[Opening Available records section]

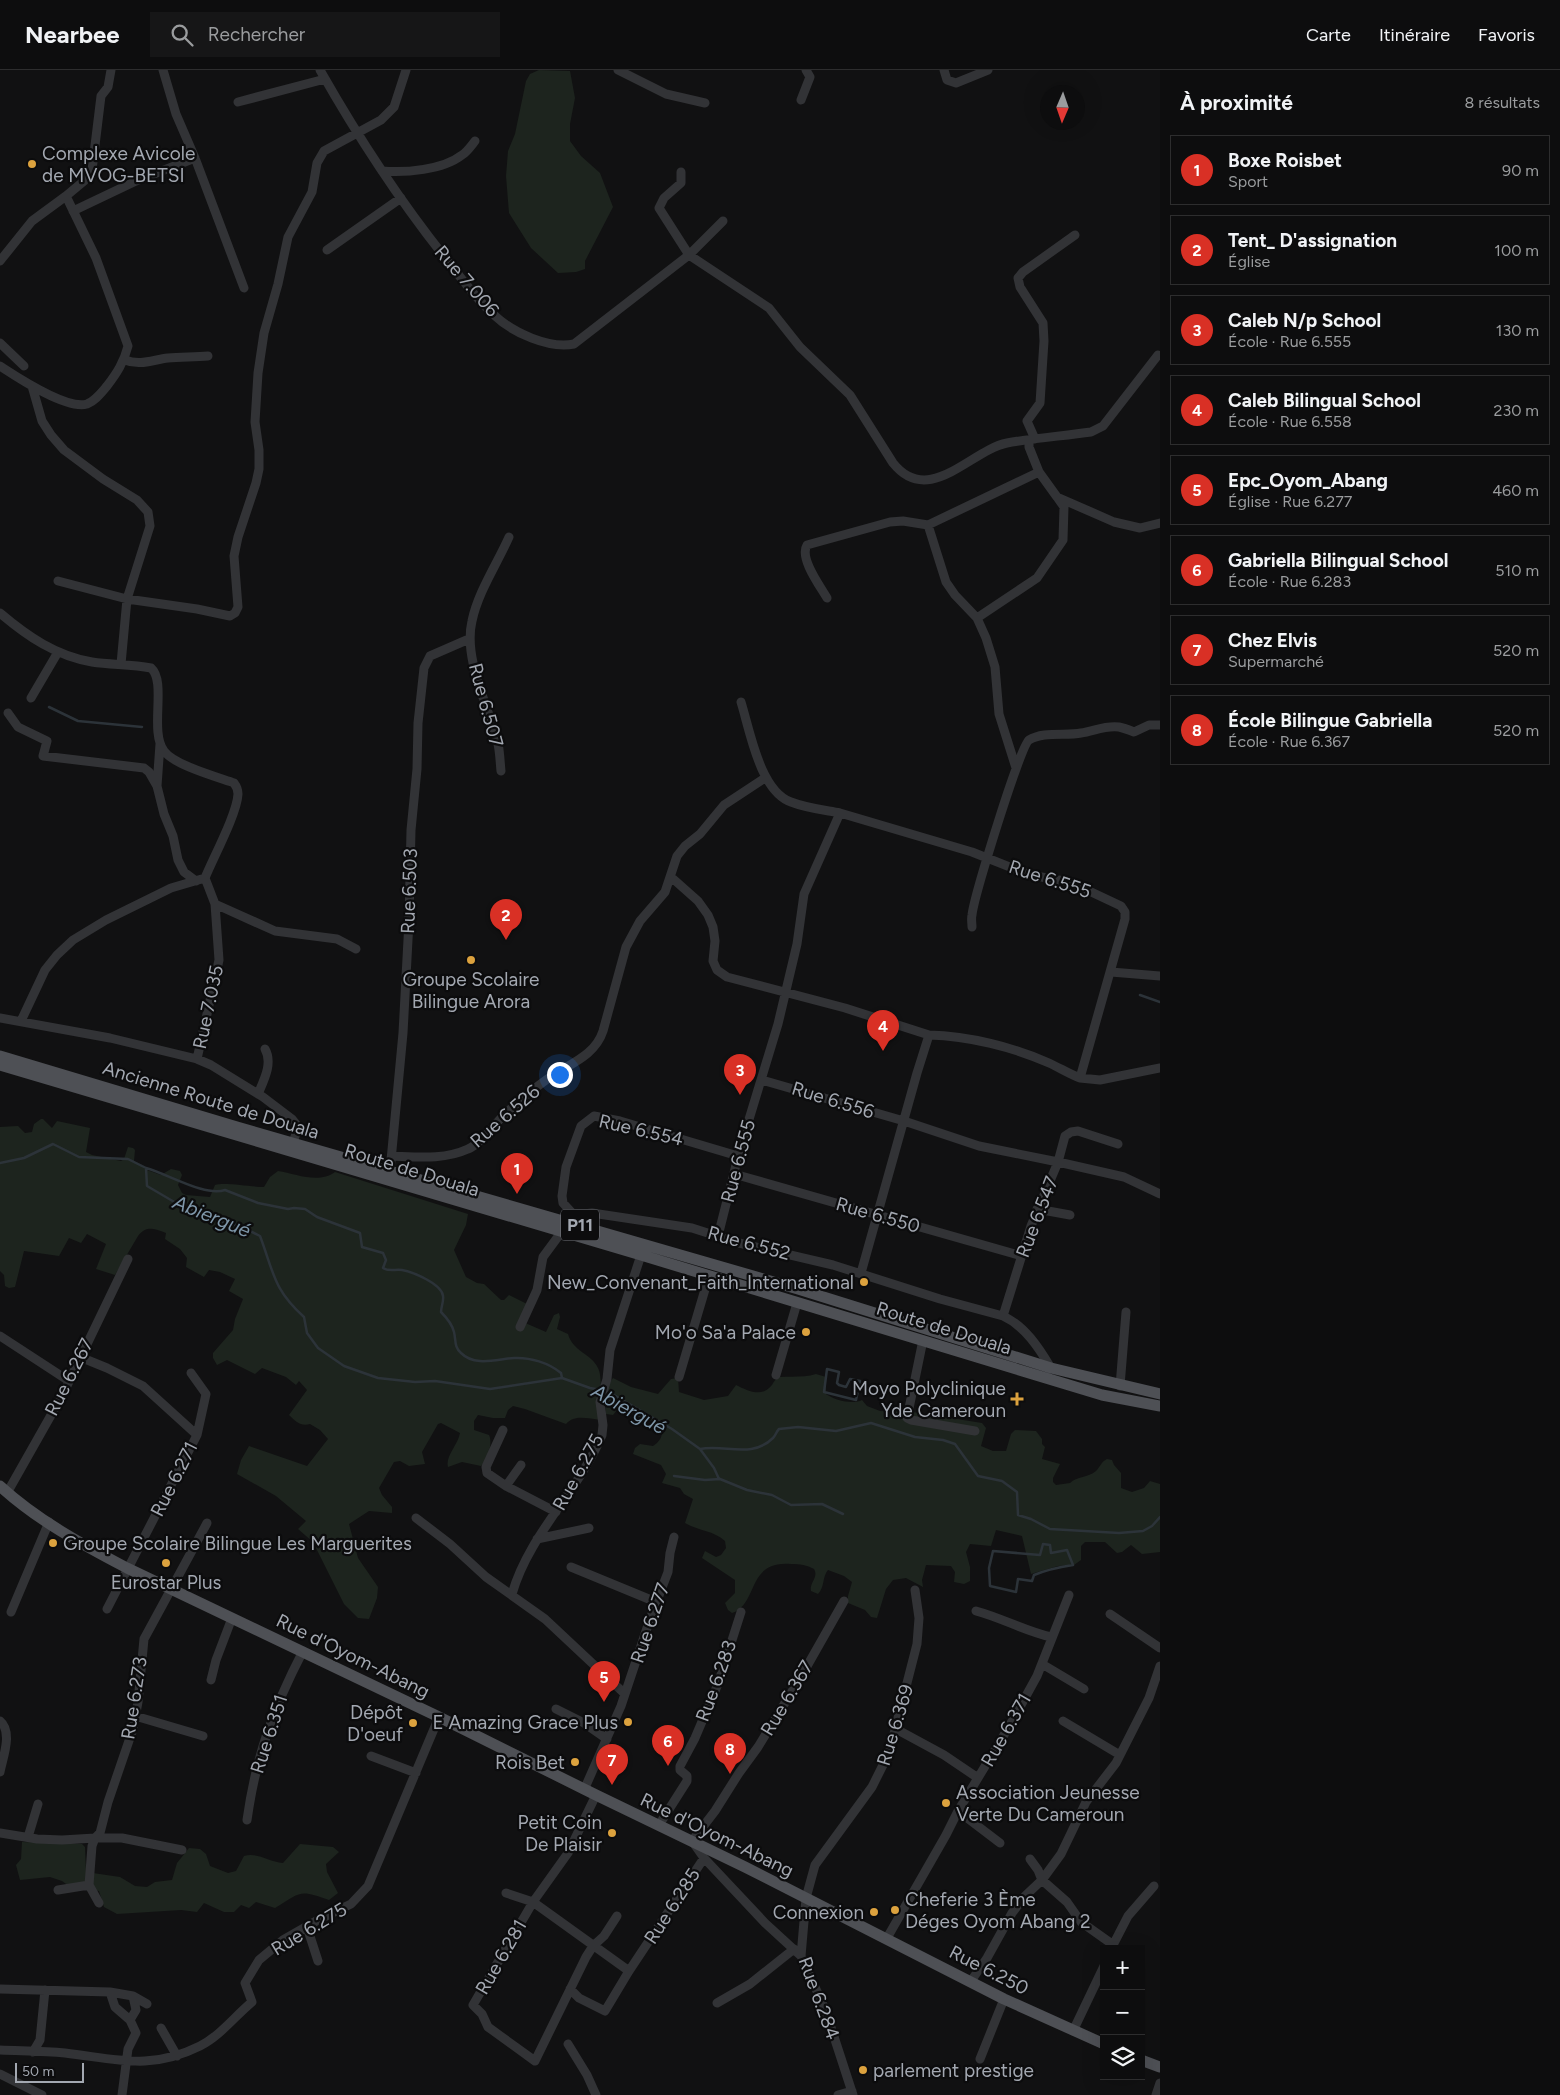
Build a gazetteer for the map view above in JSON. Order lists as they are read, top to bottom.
{
  "streets": {
    "main road": [
      "Ancienne Route de Douala",
      "Route de Douala",
      "P11",
      "Rue d'Oyom-Abang",
      "Rue 6.250"
    ],
    "street": [
      "Rue 7.006",
      "Rue 6.507",
      "Rue 6.555",
      "Rue 6.503",
      "Rue 7.035",
      "Rue 6.556",
      "Rue 6.526",
      "Rue 6.554",
      "Rue 6.550",
      "Rue 6.547",
      "Rue 6.552",
      "Rue 6.267",
      "Rue 6.275",
      "Rue 6.271",
      "Rue 6.277",
      "Rue 6.283",
      "Rue 6.273",
      "Rue 6.367",
      "Rue 6.369",
      "Rue 6.371",
      "Rue 6.351",
      "Rue 6.285",
      "Rue 6.281",
      "Rue 6.284"
    ]
  },
  "crossings": [
    ["Rue 6.507", "Rue 6.503"],
    ["Rue 6.555", "Rue 6.556"],
    ["Rue 6.555", "Rue 6.554"],
    ["Rue 6.555", "Rue 6.550"],
    ["Rue 6.555", "Rue 6.552"],
    ["Rue 6.503", "Ancienne Route de Douala"],
    ["Rue 6.503", "Rue 6.526"],
    ["Ancienne Route de Douala", "Rue 6.554"],
    ["Ancienne Route de Douala", "Rue 6.552"],
    ["Rue 6.556", "Rue 6.547"],
    ["Rue 6.554", "Rue 6.552"],
    ["Route de Douala", "Rue 6.275"],
    ["Rue 6.550", "Rue 6.547"],
    ["Rue 6.547", "Rue 6.552"],
    ["Rue 6.267", "Rue 6.271"],
    ["Rue 6.267", "Rue d'Oyom-Abang"],
    ["Rue 6.275", "Rue d'Oyom-Abang"],
    ["Rue 6.271", "Rue d'Oyom-Abang"],
    ["Rue 6.277", "Rue d'Oyom-Abang"],
    ["Rue d'Oyom-Abang", "Rue 6.283"],
    ["Rue d'Oyom-Abang", "Rue 6.273"],
    ["Rue d'Oyom-Abang", "Rue 6.367"],
    ["Rue d'Oyom-Abang", "Rue 6.369"],
    ["Rue d'Oyom-Abang", "Rue 6.351"],
    ["Rue d'Oyom-Abang", "Rue 6.285"],
    ["Rue d'Oyom-Abang", "Rue 6.281"],
    ["Rue d'Oyom-Abang", "Rue 6.250"],
    ["Rue d'Oyom-Abang", "Rue 6.284"],
    ["Rue 6.367", "Rue 6.285"],
    ["Rue 6.369", "Rue 6.250"],
    ["Rue 6.369", "Rue 6.284"],
    ["Rue 6.371", "Rue 6.250"],
    ["Rue 6.285", "Rue 6.281"],
    ["Rue 6.250", "Rue 6.284"]
  ],
  "water": ["Abiergué"],
  "places": {
    "other": [
      "Complexe Avicole de MVOG-BETSI",
      "Groupe Scolaire Bilingue Arora",
      "New_Convenant_Faith_International",
      "Mo'o Sa'a Palace",
      "Groupe Scolaire Bilingue Les Marguerites",
      "Eurostar Plus",
      "E Amazing Grace Plus",
      "Dépôt D'oeuf",
      "Rois Bet",
      "Association Jeunesse Verte Du Cameroun",
      "Petit Coin De Plaisir",
      "Cheferie 3 Ème Déges Oyom Abang 2",
      "Connexion",
      "parlement prestige"
    ],
    "health": ["Moyo Polyclinique Yde Cameroun"]
  },
  "scale_bar": "50 m",
  "north": "bottom",
  "page": {
    "header": "Nearbee",
    "search": "Rechercher",
    "nav": ["Carte", "Itinéraire", "Favoris"],
    "heading": ["À proximité", "8 résultats"],
    "list": [
      {
        "mark": "1",
        "name": "Boxe Roisbet",
        "note": "Sport",
        "value": "90 m"
      },
      {
        "mark": "2",
        "name": "Tent_ D'assignation",
        "note": "Église",
        "value": "100 m"
      },
      {
        "mark": "3",
        "name": "Caleb N/p School",
        "note": "École · Rue 6.555",
        "value": "130 m"
      },
      {
        "mark": "4",
        "name": "Caleb Bilingual School",
        "note": "École · Rue 6.558",
        "value": "230 m"
      },
      {
        "mark": "5",
        "name": "Epc_Oyom_Abang",
        "note": "Église · Rue 6.277",
        "value": "460 m"
      },
      {
        "mark": "6",
        "name": "Gabriella Bilingual School",
        "note": "École · Rue 6.283",
        "value": "510 m"
      },
      {
        "mark": "7",
        "name": "Chez Elvis",
        "note": "Supermarché",
        "value": "520 m"
      },
      {
        "mark": "8",
        "name": "École Bilingue Gabriella",
        "note": "École · Rue 6.367",
        "value": "520 m"
      }
    ],
    "pins": [
      "2",
      "4",
      "3",
      "1",
      "5",
      "6",
      "8",
      "7"
    ],
    "map_buttons": ["+", "−"],
    "scale": "50 m"
  }
}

[Closing Available records section]

Using the material, show each line where the string "Gabriella" can be found.

        "name": "Gabriella Bilingual School",
        "name": "École Bilingue Gabriella",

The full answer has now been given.